Respuesta: "Simplemente, un sueño de infancia. Porque un Mundial es la cima del fútbol. Estoy muy orgulloso de poder participar con un país como Francia. Hay mucho reconocimiento hacia mi trabajo porque nunca me he rendido, siempre he creído y son bonitas historias que contaré a mis nietos".
P: ¿Qué recuerdo guarda de los diferentes Mundiales que ha visto?
R: "Un partido en particular: la final de 2006, con el penal a lo Panenka de Zinédine Zidane. Parecía una serie, hubo de todo: la falta de Zidane, su tarjeta roja, la prórroga, los penales. Fue un partido realmente increíble de ver; la parada de Gigi Buffon al remate de cabeza de Zidane, el balón dorado; todos esos pequeños detalles hicieron que aquel partido me marcase".
P: ¿Fue ese partido en particular el que le dio ganas de participar en un Mundial?
R: "No, todo eso ha ido viniendo a lo largo de mi carrera. Cuando era más joven fui llamado por la República del Congo (su país de nacimiento) pero siempre creí en poder llegar a la selección francesa gracias a mis cualidades y a lo que podía hacer sobre el césped. Solo hacía falta que todo se alineara para que mi potencial saliese a la luz. Es algo de lo que me siento orgulloso, porque entré a la selección a mis 27-28 años. A día de hoy eso es algo tarde, pero no para mí. La madurez le llega a cada uno en su momento adecuado".
P: No haberse rendido nunca ¿es lo que le hace sentirse más orgulloso?
R: "Lo que está seguro es que si escribo un libro más adelante, habrá muchas cosas que contar. Describo mi carrera con altibajos. A los 18 años, el Marsella vino a por mí para ser el suplente de Steve Mandanda cuando no tenía ninguna experiencia como profesional. Tuve entonces esa ventaja. Pero al creérmelo demasiado todo el mundo me alcanzó. Me hizo falta entonces aclarar las cosas, analizar la situación. Mi padre, exguardameta internacional congoleño (Brice Samba senior), me ayudó mucho elogiando el trabajo. He aprendido con fracasos y con golpes duros. También hubo alguna lágrima. Pero bueno, esas son las cosas que forjan a un hombre y ahora estoy muy satisfecho".
P: ¿Alguna vez llegó a dudar de no alcanzar nunca el máximo nivel?
R: "Por supuesto, como todos los jugadores profesionales. Pero lo más importante es tener la fuerza para volver a empezar. Cuando llegué a Marsella tenía muchas ofertas. Cuatro años después, muchas menos. Tuve que rehacerme, es verdad que no fue fácil de digerir pero no tuve otra opción. Siempre he tenido esta ambición de aspirar al máximo nivel, pese a que no mosré una ética de trabajo suficientemente fuerte. Firmé entonces por el Caen (en 2017, entonces en primera división francesa) donde finalmente pude dar ese paso, antes de ir a Inglaterra al Nottingham Forest, donde me di a conocer al público".
P: ¿Cuáles son sus expectativas para este Mundial?
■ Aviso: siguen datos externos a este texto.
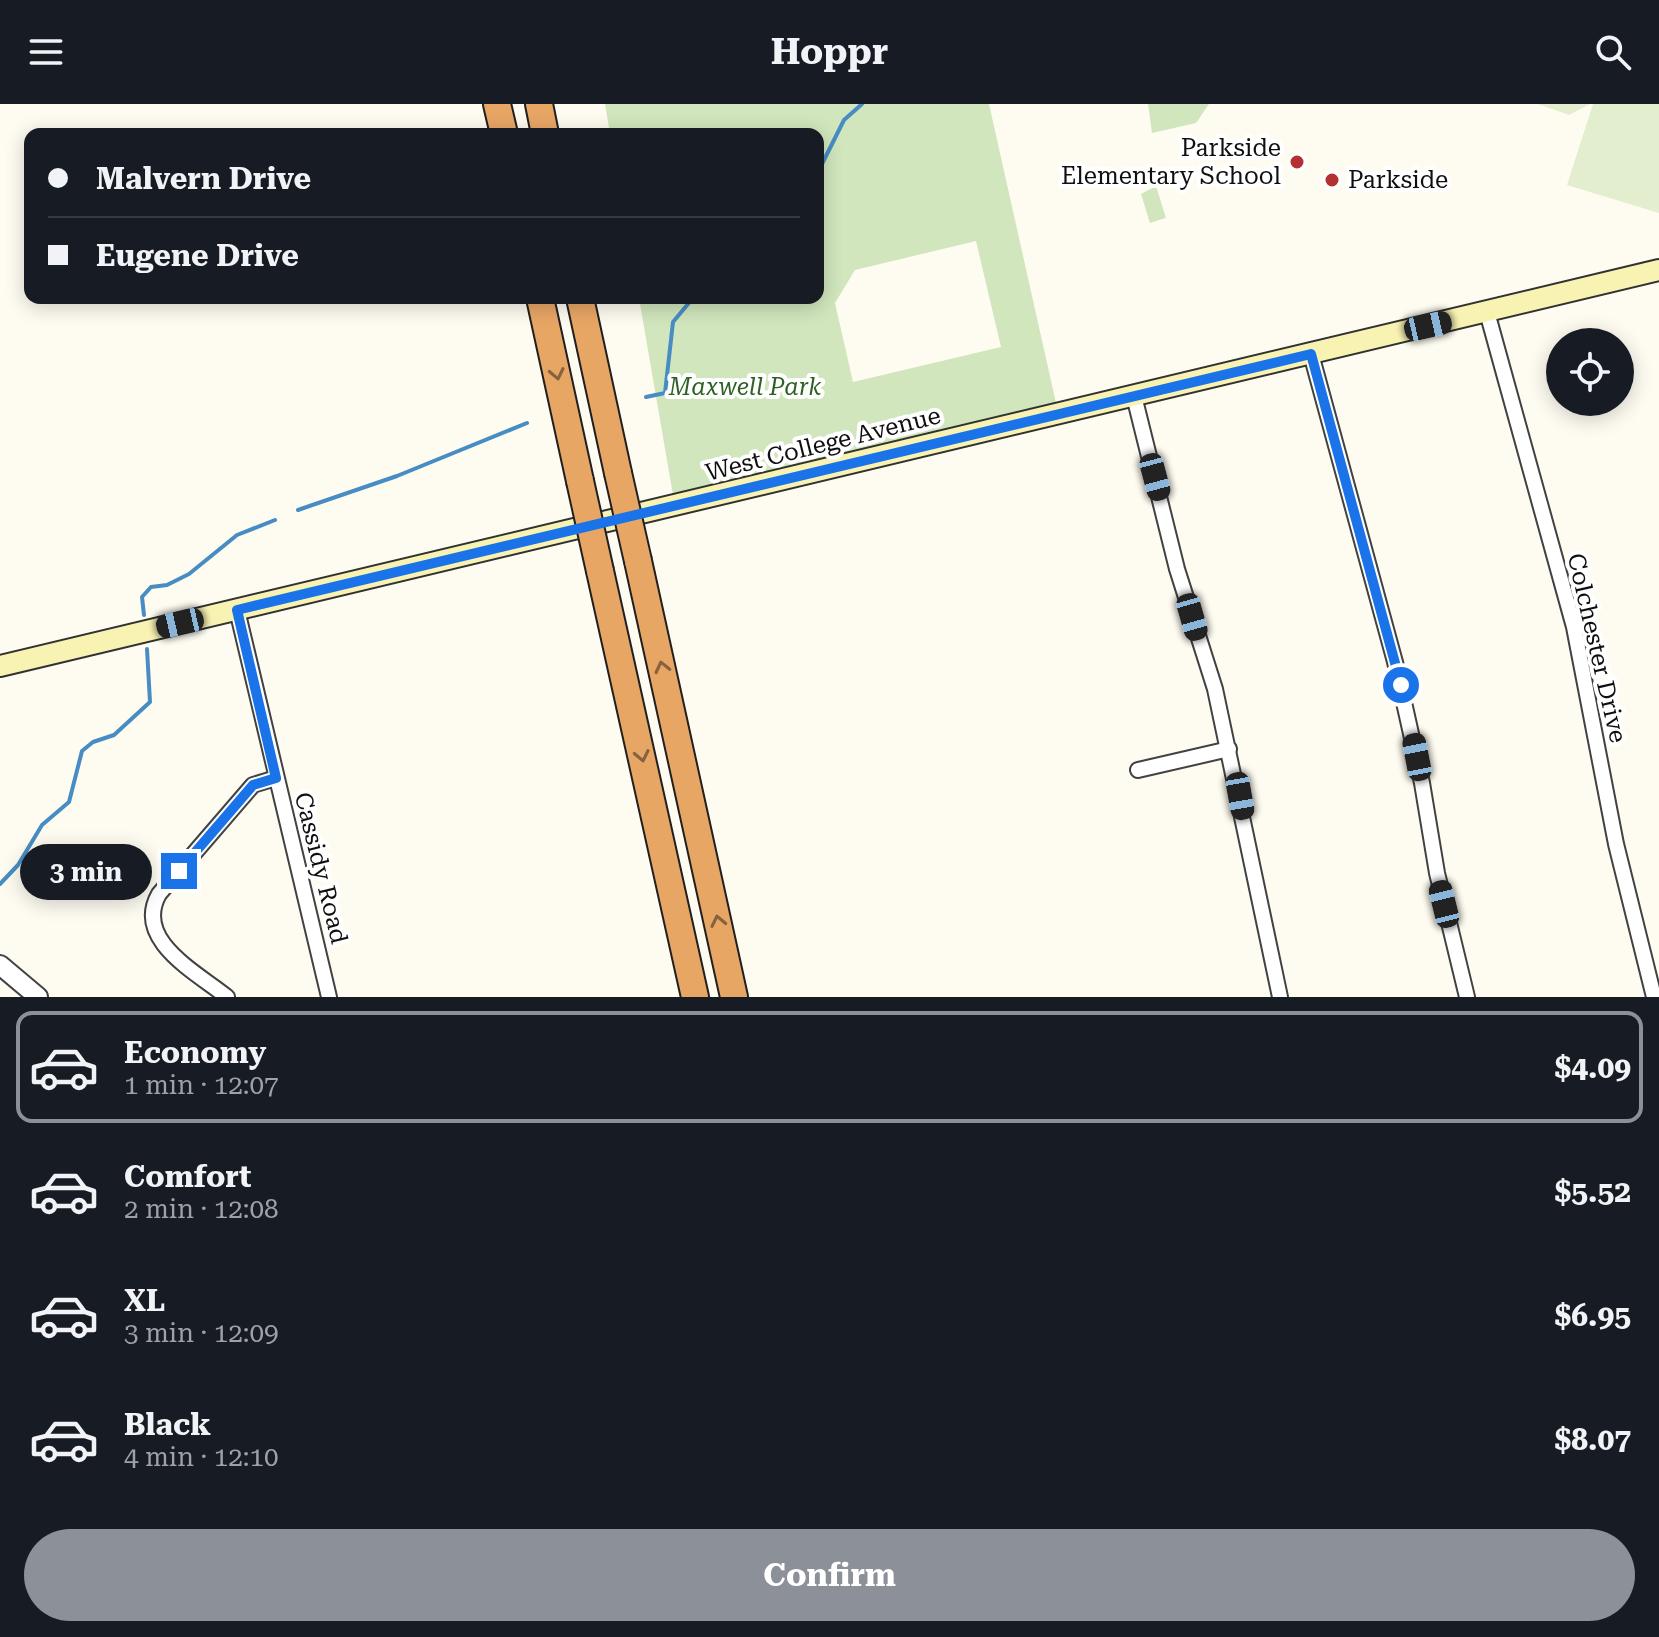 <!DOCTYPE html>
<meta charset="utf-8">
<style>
:root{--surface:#171b24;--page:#242831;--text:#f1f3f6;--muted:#9ea1a6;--line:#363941;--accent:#8c9099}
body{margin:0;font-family:"Roboto Serif",serif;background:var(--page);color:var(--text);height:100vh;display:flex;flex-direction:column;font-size:30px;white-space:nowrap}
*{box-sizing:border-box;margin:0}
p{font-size:26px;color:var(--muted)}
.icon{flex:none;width:44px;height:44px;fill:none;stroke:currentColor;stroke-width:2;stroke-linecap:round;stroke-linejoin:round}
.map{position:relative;height:893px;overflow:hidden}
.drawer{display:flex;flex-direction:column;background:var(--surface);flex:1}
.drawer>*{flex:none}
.banner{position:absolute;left:24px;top:24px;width:800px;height:176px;border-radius:16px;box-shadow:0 4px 20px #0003;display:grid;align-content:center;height:176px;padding:0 24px;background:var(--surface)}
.controls{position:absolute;left:1546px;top:224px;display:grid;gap:16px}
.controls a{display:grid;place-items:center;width:88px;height:88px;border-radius:50%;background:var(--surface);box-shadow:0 4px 20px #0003;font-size:40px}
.end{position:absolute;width:36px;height:36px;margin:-18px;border:10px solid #1a73e8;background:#fff;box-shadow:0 0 0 4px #fff}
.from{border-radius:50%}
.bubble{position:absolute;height:56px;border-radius:28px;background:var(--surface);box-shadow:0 4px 20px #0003;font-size:26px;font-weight:700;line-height:56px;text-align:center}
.car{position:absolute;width:24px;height:48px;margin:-24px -12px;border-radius:10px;box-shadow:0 0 6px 2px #0007;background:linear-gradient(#222 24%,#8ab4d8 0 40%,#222 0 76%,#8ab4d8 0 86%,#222 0)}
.banner b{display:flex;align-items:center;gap:28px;height:76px;font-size:30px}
.banner b+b{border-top:2px solid var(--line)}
.banner i{width:20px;height:20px;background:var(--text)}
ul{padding:14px 0 0;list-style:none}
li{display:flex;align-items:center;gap:24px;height:112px;margin:0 16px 12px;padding:0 8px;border:4px solid transparent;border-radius:16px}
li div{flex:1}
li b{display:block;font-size:30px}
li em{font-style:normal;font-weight:700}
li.active{border-color:var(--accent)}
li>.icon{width:72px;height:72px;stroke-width:1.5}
.primary-button{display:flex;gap:16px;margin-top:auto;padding:16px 24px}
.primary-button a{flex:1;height:92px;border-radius:48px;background:var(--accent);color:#fff;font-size:32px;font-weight:700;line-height:92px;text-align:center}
header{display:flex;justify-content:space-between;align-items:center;height:104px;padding:0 24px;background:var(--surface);font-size:36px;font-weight:700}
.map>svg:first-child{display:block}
.green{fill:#d1e6bd;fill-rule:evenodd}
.pitch{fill:#e2eece}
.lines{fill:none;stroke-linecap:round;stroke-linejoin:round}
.stream{stroke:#478dc3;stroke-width:4}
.minor-casing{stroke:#424242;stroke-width:18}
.tertiary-casing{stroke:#424242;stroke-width:22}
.secondary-casing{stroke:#313131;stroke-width:24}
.motorway-casing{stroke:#202020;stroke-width:30}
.minor{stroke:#fff;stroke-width:14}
.tertiary{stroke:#fff;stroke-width:18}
.secondary{stroke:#f8f3b2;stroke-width:20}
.motorway{stroke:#e8a665;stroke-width:26}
.motorway-bridge-casing{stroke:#202020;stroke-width:30;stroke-linecap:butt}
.motorway-bridge{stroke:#e8a665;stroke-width:26}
.oneway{stroke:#86623e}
.route{stroke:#1a73e8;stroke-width:10}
.poi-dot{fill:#b43133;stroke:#fff;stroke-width:3}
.labels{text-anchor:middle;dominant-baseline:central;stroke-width:8;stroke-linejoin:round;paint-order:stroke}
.poi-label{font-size:24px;fill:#0f0f0f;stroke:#fff;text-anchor:end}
.park-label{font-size:24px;font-style:italic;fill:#2e6124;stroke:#fff}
.street-label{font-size:24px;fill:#0f0f0f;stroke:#fff}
</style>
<header><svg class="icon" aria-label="menu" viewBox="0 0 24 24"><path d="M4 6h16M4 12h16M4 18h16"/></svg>Hoppr<svg class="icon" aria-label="search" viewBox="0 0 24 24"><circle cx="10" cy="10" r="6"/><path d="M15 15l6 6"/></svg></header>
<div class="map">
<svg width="1659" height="893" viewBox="0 0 1659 893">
<rect width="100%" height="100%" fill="#fefcf1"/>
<g class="green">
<path d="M605,0H989L1056,299L673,391L639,194H818V30H610ZM976,137L1001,243L853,278L835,199L855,166Z"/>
<polygon points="1148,0 1209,0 1196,19 1152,29"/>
<polygon points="1156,82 1166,114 1150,119 1141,90"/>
</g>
<g class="pitch">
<polygon points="1538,0 1590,0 1569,11"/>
<polygon points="1593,0 1659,0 1659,109 1567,81"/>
</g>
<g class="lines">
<g class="stream">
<polyline points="818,68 844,16 862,0"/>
<polyline points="646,293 665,289 673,218 693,194"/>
<polyline points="298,406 397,372 527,319"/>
<polyline points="144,511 142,493 151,483 167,481 189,470 237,431 275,416"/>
<polyline points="0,780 18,761 42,721 69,698 82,647 93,638 114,631 150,598 147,545"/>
</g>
<defs>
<g id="minor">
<polyline points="1487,208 1574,523 1616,740 1654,893"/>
<polyline points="1311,250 1395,558 1422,679 1437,769 1467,893"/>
<polyline points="1134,292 1177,465 1215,585 1280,893"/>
<polyline points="237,506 329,893"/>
<polyline points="1138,666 1229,645"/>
<path d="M227,893C196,868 133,836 159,790L253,681L276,674"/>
</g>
<polyline id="tertiary" points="0,861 38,893"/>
<polyline id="secondary" points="0,562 1659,166"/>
<g id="motorway">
<polyline points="497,0 504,30"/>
<polyline points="539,0 545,30"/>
<polyline points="540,194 580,377"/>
<polyline points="580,194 618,369"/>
<polyline points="638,457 734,893"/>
<polyline points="600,467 695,893"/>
</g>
</defs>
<use href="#minor" class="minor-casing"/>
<use href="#tertiary" class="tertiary-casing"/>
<use href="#secondary" class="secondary-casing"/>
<use href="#motorway" class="motorway-casing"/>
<use href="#minor" class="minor"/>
<use href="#tertiary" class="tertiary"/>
<use href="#secondary" class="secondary"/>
<use href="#motorway" class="motorway"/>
<defs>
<g id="motorway-bridge">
<polyline points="618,369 638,457"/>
<polyline points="580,377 600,467"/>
</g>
</defs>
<use href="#motorway-bridge" class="motorway-bridge-casing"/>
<use href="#motorway-bridge" class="motorway-bridge"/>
</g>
<defs><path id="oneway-chevron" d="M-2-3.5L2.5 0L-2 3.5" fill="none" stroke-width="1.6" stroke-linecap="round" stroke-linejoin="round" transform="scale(2)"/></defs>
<g class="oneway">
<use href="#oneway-chevron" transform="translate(557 270) rotate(78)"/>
<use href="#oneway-chevron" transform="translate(662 563) rotate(-103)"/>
<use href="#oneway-chevron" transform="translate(642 652) rotate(78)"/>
<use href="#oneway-chevron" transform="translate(718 817) rotate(-102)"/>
</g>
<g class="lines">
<polyline class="route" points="179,767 253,681 276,674 237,506 1311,250 1401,581"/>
</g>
<g class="poi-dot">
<circle cx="1297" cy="58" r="8"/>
<circle cx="1332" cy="76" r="8"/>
</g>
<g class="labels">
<g class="poi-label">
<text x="1281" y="44">Parkside<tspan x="1281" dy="28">Elementary School</tspan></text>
<text x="1348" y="76" text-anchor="start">Parkside</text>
</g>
<g class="park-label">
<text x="745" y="283">Maxwell Park</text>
</g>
<g class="street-label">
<text transform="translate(823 340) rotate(-14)">West College Avenue</text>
<text transform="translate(1597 544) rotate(77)">Colchester Drive</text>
<text transform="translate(321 764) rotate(76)">Cassidy Road</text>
</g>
</g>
</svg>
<div class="controls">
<a><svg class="icon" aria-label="locate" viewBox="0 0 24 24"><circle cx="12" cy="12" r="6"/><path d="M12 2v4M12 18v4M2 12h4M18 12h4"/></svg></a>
</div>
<i class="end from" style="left:1401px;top:581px"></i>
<i class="end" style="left:179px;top:767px"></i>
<div class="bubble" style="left:20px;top:740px;width:132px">3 min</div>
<i class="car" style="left:1428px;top:222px;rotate:77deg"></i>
<i class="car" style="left:1155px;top:373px;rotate:165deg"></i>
<i class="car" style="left:1192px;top:513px;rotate:164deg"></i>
<i class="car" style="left:180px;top:519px;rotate:257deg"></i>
<i class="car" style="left:1417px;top:653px;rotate:349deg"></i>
<i class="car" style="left:1240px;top:692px;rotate:170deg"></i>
<i class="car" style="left:1444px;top:800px;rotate:346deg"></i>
<div class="banner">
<b><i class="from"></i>Malvern Drive</b>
<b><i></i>Eugene Drive</b>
</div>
</div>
<section class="drawer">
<ul>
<li class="active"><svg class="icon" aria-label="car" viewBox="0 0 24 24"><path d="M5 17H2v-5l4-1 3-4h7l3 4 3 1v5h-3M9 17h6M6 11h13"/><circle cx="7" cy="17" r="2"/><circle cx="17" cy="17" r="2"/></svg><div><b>Economy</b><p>1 min · 12:07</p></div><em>$4.09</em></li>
<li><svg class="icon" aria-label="car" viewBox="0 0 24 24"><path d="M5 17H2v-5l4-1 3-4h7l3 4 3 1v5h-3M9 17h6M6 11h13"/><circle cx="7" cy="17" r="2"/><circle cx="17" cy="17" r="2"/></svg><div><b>Comfort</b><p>2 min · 12:08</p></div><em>$5.52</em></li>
<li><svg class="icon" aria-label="car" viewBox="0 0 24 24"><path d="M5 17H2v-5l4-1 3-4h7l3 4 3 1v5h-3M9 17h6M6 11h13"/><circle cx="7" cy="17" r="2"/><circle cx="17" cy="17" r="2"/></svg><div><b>XL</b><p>3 min · 12:09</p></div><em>$6.95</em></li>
<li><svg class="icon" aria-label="car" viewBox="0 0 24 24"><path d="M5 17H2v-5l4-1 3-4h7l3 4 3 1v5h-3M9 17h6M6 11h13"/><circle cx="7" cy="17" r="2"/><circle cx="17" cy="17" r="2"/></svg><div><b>Black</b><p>4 min · 12:10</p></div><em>$8.07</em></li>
</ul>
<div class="primary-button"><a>Confirm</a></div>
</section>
R: "Estar presente si se me requiere, así de simple. Sé el rol que tengo que jugar en este grupo: apoyar a Mike (Maignan, portero titular), ayudarlo y forzarlo para que esté a buen nivel. Y si el entrenador me necesita, yo también lo estaré. Por mi parte hago todo lo posible para que todo vaya bien. Siendo consciente de que es mi primer Mundial y puede que también el último. Así que voy a darlo todo".